> _ASSIGNMENT_
What is needed is each line of the data below that holds the string "screen".

> _STORED DATA_
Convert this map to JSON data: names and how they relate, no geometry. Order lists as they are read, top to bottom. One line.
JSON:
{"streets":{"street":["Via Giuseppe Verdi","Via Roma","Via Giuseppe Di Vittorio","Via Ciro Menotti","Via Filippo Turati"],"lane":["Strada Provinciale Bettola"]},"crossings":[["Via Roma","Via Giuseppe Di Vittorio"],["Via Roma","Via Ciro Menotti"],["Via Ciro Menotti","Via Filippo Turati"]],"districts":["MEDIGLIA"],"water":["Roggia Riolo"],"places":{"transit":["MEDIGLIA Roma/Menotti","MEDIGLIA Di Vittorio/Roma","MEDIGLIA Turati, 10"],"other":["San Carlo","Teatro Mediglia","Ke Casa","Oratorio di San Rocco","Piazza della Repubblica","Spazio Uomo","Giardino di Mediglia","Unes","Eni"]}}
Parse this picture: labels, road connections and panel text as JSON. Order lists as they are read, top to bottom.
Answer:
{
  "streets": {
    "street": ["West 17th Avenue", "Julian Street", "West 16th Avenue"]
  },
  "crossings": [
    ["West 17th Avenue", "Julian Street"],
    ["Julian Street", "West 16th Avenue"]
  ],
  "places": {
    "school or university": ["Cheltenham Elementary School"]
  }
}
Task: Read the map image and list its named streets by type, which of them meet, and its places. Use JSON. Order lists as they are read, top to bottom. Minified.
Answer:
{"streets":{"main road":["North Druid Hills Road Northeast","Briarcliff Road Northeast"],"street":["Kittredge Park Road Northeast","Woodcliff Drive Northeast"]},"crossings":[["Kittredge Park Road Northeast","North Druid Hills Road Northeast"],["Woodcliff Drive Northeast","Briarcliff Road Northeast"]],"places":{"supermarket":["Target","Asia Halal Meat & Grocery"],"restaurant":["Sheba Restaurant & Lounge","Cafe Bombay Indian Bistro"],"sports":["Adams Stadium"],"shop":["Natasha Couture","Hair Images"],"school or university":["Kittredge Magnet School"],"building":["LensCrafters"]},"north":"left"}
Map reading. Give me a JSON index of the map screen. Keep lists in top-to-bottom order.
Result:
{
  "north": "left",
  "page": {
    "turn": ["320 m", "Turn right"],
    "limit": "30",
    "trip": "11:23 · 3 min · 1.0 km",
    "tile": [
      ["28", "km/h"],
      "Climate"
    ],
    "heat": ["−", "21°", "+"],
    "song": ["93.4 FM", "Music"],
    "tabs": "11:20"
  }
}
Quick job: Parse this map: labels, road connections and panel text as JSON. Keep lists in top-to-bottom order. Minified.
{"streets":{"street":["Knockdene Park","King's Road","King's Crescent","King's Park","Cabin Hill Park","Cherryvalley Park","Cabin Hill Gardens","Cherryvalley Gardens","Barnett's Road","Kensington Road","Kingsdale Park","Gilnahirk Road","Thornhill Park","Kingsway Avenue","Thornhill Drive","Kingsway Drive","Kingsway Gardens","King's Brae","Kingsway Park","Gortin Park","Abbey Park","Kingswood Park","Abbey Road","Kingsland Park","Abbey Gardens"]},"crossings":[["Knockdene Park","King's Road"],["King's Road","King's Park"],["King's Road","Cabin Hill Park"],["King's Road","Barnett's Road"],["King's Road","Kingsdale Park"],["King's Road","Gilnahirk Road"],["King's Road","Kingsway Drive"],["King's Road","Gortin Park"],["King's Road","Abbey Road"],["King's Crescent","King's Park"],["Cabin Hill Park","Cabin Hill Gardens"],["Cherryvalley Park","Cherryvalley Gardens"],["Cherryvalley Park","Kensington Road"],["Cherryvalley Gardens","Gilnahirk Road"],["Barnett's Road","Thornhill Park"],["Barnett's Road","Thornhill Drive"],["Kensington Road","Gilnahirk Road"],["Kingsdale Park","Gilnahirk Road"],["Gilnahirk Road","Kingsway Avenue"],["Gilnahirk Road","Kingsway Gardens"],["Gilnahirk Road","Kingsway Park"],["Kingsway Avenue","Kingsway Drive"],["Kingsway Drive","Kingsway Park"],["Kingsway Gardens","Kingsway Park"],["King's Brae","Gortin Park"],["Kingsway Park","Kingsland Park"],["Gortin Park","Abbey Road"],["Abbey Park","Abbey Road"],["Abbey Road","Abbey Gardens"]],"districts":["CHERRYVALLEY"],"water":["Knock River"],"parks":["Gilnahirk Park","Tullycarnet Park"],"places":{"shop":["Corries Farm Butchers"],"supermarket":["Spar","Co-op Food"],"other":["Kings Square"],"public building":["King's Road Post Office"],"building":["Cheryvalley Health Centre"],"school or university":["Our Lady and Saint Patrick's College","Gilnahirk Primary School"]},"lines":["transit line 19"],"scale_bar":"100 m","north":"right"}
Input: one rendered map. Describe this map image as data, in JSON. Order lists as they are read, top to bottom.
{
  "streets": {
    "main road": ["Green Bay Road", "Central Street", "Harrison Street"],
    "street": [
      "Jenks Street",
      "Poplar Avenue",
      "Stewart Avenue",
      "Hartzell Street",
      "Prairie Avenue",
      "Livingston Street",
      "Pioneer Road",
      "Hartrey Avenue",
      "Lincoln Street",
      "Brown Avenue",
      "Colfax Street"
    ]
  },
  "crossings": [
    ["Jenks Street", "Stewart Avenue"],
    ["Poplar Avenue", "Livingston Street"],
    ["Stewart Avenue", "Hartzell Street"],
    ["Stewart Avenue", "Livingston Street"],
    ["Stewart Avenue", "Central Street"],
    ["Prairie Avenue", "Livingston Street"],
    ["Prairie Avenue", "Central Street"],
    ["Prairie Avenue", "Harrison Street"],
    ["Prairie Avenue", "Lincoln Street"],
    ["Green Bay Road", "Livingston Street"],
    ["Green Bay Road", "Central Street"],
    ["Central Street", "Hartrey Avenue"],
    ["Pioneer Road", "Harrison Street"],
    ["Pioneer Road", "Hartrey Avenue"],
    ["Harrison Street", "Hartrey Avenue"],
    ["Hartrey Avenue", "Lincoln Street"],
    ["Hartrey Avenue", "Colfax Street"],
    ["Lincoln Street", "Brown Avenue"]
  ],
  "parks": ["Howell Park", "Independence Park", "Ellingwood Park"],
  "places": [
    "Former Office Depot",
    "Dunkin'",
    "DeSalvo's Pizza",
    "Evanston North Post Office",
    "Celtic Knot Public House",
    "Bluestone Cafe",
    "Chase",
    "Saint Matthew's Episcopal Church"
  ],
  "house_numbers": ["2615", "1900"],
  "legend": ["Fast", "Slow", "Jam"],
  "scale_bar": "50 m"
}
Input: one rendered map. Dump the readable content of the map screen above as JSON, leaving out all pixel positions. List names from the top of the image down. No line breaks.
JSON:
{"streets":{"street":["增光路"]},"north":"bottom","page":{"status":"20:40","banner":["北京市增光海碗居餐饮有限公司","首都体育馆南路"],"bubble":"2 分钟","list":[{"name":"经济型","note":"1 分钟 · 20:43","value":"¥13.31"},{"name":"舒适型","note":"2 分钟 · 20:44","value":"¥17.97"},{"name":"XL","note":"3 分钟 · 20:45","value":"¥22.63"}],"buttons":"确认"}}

> _SOLUTION TO THE PROBLEM_
Map reading. Give me a JSON index of the map screen. Keep lists in top-to-bottom order.
Input: one rendered map. Dump the readable content of the map screen above as JSON, leaving out all pixel positions. List names from the top of the image down. No line breaks.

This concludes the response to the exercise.